- **INFORMATION**:
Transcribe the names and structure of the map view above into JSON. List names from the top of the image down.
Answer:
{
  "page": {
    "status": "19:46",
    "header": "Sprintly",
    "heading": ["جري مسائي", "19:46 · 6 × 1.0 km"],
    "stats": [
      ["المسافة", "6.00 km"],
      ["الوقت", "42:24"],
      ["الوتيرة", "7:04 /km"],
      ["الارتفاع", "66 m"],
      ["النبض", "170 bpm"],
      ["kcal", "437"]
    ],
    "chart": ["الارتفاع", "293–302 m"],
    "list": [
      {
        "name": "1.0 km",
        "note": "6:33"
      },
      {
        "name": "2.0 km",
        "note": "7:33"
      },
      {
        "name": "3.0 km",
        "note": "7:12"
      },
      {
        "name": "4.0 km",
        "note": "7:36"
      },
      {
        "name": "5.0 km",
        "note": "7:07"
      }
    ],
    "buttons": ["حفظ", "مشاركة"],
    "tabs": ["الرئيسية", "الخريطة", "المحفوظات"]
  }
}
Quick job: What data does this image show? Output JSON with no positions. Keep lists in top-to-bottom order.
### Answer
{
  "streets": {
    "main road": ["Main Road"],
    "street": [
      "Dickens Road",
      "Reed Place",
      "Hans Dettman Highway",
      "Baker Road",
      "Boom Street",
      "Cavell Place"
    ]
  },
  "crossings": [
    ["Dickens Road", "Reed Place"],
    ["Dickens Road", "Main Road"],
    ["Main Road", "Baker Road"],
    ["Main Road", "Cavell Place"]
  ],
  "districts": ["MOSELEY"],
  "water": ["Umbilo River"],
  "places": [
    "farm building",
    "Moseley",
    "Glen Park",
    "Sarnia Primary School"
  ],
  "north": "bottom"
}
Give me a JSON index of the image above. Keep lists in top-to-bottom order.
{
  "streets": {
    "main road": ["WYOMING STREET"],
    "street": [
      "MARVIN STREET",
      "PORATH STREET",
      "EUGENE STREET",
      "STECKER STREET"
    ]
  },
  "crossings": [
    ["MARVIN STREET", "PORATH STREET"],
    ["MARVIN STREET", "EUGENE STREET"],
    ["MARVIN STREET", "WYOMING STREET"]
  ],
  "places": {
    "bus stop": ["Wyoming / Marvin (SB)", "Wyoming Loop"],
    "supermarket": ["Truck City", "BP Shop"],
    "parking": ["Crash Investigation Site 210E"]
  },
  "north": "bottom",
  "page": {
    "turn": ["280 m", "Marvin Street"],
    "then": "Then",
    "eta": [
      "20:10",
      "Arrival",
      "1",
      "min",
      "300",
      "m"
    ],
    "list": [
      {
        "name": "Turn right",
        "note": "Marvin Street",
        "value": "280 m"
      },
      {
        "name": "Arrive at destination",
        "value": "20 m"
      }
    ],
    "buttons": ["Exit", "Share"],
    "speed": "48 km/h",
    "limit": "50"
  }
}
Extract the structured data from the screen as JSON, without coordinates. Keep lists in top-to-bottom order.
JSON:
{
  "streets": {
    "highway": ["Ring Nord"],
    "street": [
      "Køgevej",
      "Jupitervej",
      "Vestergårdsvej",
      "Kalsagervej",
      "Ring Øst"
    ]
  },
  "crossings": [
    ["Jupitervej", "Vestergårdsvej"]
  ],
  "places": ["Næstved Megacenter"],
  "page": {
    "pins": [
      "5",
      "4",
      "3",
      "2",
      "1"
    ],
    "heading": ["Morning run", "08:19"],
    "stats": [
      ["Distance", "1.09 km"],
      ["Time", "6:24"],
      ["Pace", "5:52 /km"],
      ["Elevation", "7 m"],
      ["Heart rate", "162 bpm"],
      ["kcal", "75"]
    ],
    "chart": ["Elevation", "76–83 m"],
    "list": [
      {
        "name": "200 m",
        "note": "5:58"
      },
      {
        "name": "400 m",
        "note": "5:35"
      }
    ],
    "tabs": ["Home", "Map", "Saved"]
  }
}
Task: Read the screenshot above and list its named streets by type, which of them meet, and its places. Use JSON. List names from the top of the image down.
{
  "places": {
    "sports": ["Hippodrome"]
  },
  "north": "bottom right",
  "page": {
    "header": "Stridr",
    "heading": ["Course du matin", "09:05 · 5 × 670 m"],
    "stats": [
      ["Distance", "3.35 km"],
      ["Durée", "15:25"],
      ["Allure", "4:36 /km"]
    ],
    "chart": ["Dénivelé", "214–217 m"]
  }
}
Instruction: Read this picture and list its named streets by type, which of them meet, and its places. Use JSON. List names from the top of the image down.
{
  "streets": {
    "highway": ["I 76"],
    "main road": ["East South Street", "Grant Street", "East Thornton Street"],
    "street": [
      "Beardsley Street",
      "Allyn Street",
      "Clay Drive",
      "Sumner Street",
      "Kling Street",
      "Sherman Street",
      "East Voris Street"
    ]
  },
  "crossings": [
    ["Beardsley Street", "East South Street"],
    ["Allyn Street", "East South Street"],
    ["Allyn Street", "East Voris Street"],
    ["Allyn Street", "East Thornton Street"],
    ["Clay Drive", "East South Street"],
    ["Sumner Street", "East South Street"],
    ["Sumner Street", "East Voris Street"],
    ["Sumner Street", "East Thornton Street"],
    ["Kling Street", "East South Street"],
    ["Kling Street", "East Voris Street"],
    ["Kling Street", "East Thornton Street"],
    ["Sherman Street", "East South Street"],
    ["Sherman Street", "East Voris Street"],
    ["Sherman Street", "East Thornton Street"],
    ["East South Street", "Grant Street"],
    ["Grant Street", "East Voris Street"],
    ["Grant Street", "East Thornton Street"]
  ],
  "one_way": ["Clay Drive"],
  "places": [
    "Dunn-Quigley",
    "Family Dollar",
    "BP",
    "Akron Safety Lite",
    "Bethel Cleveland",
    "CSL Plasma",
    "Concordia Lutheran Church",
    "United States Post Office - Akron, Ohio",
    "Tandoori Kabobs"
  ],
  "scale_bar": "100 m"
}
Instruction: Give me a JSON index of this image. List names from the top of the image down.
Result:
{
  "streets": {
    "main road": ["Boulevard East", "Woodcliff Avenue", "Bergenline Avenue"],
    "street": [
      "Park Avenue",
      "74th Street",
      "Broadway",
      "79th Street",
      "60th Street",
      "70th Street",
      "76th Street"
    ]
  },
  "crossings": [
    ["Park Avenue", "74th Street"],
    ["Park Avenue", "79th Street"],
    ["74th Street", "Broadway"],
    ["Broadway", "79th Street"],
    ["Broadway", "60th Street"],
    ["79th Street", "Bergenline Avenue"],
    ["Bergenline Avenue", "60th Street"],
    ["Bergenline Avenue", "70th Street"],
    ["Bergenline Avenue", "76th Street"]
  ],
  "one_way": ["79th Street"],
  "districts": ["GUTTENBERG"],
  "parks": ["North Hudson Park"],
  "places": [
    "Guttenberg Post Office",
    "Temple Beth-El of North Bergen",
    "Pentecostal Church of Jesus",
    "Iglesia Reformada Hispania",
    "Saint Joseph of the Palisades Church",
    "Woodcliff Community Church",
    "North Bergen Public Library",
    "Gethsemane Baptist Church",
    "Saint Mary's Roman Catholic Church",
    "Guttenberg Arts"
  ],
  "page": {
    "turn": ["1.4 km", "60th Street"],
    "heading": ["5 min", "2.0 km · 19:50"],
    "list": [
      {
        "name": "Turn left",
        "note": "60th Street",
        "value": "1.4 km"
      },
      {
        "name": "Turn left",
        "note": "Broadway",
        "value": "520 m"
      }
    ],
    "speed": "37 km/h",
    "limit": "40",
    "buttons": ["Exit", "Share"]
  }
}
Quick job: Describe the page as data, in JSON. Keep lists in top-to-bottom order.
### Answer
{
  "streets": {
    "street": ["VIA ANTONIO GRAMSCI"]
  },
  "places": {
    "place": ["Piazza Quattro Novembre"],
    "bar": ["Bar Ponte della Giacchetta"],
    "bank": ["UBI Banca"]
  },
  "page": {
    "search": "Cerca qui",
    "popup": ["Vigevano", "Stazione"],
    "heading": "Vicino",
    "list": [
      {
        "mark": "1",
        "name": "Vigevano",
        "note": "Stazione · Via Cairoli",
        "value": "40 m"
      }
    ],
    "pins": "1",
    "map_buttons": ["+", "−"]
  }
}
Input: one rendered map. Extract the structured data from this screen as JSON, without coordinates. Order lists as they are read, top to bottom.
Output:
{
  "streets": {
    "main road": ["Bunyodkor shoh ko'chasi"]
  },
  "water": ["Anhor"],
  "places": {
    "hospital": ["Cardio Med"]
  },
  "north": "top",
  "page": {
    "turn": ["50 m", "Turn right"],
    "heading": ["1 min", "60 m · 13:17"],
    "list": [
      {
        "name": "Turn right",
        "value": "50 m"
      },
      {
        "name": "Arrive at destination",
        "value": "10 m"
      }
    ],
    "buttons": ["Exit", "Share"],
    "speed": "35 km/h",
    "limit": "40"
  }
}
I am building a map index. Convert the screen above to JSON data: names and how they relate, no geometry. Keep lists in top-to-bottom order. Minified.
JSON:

- **EXERCISE INSTRUCTIONS**: In the records above, find each line with the word "Quick" and copy it out.

- **EXERCISE RESULT**:
Quick job: What data does this image show? Output JSON with no positions. Keep lists in top-to-bottom order.
Quick job: Describe the page as data, in JSON. Keep lists in top-to-bottom order.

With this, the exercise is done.